Сборник с дарственной надписью, в голубом переплете — стихи Акамацу Токудзи. Поэт родился в 1935 г. в 1959-м окончил русский факультет Института иностранных языков в Кобэ. Акамацу — член Общества изучения современной поэзии и Общества изучения советской литературы — в 1965 г. приезжал в Москву на Международный семинар переводчиков. Печататься начал еще студентом.

Год спустя после окончания института Акамацу женился на девушке по имени Сидзу. Жена — парикмахер. Малышу дали имя Рю, что в переводе означает «дракон».

— Какое страшное имя!

Акамацу смеется:

— Вырастет, станет сильным, как дракон, — И добавляет, не оставаясь в долгу: — Кстати, у нас с вами взаимная тяга к необычным именам! Ведь по-японски слово «мамо́но» — привидение, дьявол.

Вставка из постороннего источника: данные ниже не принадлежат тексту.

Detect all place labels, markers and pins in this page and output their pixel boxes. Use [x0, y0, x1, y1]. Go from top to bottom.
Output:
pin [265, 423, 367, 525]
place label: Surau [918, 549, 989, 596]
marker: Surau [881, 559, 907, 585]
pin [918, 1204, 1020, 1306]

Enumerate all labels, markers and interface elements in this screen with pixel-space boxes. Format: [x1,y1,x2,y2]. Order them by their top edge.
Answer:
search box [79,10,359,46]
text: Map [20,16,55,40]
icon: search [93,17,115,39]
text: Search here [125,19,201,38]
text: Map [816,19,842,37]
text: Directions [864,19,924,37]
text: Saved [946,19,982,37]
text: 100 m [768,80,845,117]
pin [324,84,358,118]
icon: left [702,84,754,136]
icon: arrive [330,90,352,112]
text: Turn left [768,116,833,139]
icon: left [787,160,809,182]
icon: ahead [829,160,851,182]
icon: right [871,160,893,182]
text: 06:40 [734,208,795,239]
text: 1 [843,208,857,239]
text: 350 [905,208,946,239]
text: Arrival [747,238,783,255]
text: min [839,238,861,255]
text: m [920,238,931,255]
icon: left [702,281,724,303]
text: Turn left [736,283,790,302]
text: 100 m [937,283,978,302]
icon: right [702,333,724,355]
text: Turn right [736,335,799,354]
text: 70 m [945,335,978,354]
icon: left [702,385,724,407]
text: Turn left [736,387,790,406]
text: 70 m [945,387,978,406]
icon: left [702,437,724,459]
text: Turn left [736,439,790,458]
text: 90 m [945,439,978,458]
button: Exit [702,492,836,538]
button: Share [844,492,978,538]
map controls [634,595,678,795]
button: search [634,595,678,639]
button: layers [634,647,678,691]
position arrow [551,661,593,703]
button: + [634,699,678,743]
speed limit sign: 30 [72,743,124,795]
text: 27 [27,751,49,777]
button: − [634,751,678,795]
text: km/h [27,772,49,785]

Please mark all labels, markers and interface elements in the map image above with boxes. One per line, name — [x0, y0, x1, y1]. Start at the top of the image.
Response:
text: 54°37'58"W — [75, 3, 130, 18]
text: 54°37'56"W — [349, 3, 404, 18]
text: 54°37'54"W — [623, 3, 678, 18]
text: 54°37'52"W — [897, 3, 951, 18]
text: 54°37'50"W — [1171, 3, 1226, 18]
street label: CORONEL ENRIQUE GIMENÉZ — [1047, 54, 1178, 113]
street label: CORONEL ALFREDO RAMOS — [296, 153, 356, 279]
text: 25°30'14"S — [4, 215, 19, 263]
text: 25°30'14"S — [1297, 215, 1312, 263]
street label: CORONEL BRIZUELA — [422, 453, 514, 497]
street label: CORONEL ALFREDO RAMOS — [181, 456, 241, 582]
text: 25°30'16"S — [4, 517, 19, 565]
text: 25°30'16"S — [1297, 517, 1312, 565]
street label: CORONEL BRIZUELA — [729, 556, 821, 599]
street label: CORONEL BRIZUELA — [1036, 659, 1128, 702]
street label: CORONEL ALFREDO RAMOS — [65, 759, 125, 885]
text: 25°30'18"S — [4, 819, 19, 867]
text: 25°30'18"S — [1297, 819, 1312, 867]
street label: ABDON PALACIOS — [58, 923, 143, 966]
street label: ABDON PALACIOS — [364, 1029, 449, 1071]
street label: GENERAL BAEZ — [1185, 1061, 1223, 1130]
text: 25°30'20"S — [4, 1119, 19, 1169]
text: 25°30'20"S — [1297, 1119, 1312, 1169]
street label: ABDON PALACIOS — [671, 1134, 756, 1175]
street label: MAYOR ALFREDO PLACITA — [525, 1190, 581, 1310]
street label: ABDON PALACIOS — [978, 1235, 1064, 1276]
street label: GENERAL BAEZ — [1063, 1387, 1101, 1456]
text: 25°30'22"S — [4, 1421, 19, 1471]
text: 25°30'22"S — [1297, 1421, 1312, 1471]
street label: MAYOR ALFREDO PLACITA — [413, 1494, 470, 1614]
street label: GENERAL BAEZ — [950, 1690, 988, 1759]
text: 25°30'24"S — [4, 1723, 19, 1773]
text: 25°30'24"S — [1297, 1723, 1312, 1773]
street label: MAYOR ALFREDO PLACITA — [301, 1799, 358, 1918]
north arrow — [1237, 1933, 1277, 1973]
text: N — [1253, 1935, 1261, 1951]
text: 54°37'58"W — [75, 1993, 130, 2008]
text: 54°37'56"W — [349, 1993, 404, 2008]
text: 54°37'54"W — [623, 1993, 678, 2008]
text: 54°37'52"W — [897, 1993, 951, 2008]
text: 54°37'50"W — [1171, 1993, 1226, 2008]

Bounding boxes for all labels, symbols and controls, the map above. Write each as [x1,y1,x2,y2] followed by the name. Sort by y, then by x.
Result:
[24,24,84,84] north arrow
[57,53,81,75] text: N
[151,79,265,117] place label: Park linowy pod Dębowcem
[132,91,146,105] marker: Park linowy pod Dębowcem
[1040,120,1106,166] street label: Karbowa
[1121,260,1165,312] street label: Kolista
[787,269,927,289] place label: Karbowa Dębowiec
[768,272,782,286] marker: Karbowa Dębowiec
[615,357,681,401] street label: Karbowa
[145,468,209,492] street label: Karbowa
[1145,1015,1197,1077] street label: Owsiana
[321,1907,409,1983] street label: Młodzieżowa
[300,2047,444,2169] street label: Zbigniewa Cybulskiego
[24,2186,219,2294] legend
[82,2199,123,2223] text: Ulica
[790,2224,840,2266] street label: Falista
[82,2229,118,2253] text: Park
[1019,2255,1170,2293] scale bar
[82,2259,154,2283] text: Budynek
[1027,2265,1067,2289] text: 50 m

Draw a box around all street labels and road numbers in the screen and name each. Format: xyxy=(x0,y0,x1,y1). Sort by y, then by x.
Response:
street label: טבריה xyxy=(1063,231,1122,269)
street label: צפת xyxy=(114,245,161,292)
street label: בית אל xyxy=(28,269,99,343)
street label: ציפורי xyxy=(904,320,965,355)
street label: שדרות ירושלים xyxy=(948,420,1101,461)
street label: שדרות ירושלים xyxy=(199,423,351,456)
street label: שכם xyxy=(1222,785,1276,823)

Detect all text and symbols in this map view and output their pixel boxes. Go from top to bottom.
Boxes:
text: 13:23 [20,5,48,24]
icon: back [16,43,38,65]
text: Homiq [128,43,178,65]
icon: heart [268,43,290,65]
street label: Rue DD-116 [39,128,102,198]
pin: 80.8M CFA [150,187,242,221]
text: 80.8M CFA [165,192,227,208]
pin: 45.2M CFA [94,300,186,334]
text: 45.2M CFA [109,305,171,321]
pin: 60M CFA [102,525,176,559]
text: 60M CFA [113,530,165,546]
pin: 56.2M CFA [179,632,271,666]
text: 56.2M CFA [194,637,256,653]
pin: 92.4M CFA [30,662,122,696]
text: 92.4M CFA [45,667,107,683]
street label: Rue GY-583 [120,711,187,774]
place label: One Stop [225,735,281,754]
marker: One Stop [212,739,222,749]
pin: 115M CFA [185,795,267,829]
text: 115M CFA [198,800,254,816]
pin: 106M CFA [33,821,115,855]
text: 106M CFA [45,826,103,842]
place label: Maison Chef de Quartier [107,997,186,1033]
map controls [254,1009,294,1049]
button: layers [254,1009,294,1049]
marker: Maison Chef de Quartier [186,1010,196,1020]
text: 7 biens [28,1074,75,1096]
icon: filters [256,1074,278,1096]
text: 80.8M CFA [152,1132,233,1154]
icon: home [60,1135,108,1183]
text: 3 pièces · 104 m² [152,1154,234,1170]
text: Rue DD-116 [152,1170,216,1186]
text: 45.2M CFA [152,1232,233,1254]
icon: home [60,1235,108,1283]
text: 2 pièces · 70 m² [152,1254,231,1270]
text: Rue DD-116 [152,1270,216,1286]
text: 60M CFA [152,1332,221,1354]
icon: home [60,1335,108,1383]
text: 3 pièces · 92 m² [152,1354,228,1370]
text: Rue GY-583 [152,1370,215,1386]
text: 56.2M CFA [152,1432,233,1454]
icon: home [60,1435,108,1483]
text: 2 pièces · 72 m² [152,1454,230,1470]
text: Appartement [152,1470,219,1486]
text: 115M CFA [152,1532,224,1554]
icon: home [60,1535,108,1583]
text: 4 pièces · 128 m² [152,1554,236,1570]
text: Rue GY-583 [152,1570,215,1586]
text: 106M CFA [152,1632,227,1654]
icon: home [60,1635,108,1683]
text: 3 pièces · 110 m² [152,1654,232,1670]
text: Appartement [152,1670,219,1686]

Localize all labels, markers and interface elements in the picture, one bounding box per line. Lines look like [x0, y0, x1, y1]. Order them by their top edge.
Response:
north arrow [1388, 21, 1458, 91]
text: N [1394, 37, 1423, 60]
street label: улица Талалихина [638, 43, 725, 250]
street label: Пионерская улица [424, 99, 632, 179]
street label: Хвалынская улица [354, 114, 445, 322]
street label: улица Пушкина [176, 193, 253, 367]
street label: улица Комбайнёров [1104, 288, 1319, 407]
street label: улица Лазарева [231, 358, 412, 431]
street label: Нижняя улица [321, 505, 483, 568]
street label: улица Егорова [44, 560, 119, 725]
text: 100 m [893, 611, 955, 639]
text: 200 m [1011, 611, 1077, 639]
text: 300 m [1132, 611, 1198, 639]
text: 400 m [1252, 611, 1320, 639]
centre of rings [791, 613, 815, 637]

— И «Акамацу» звучит символично — «Красная сосна!»

Мы сидим в прилепившейся к громаде универмага «Ханкю» маленькой закусочной, на высоких круглых сиденьях, облокотясь о стойку. Все заведение в глубину — от стойки до выхода — около метра. За спиной колышутся на ветру три коротенькие занавески, отгораживая нас от прохожих. Сюда пригласил меня Акамацу-сан в ту далекую теплую осень…

Рядом черно-серый гигант — недавно выстроенный отель «Синханкю», где я прожил месяц и где впервые встретился с Акамацу. Уже немолодая хозяйка закусочной внимательно следит, чтобы глиняные рюмки величиной с наперсток не были пустыми и чтобы не остывало сакэ — рисовая водка, которую она греет в кувшинчике на спиртовке.

Акамацу Токудзи прочно связал свою судьбу с борьбой за мир, против засилья американцев на родных островах, за лучшую жизнь трудового народа.

В 1960 г. по всей Японии прокатилась волна протеста против японо-американского «договора безопасности», отводящего Японии роль атомного плацдарма США на Дальнем Востоке. Был сметен кабинет премьер-министра Киси. В борьбе участвовал и вчерашний студент Акамацу.

И еще эпизод: на угольных шахтах в Миикэ вспыхнула забастовка. Акамацу и здесь в первых рядах — член исполкома компартии района Западного Кобэ (Хигаси-Кобэ) префектуры Хёго, он ведет большую пропагандистскую и организаторскую работу.

И вместе с тем Акамацу — поэт, вопросы литературные волнуют его не меньше, чем общественно-политические проблемы.

Первое стихотворение Акамацу Токудзи, «Летний полдень», датировано 1956 годом. Я видел его стихи, его переводы из Вознесенского и Рождественского.

О чем же пишет поэт? О бастующих шахтерах Миикэ («Ночь в Омута»), о положении рабочих («Зимнее море»), о борьбе против ненавистного народу «договора безопасности» («Смерть девушки»). Есть стихи об Алжире, о расизме, стихи антивоенные.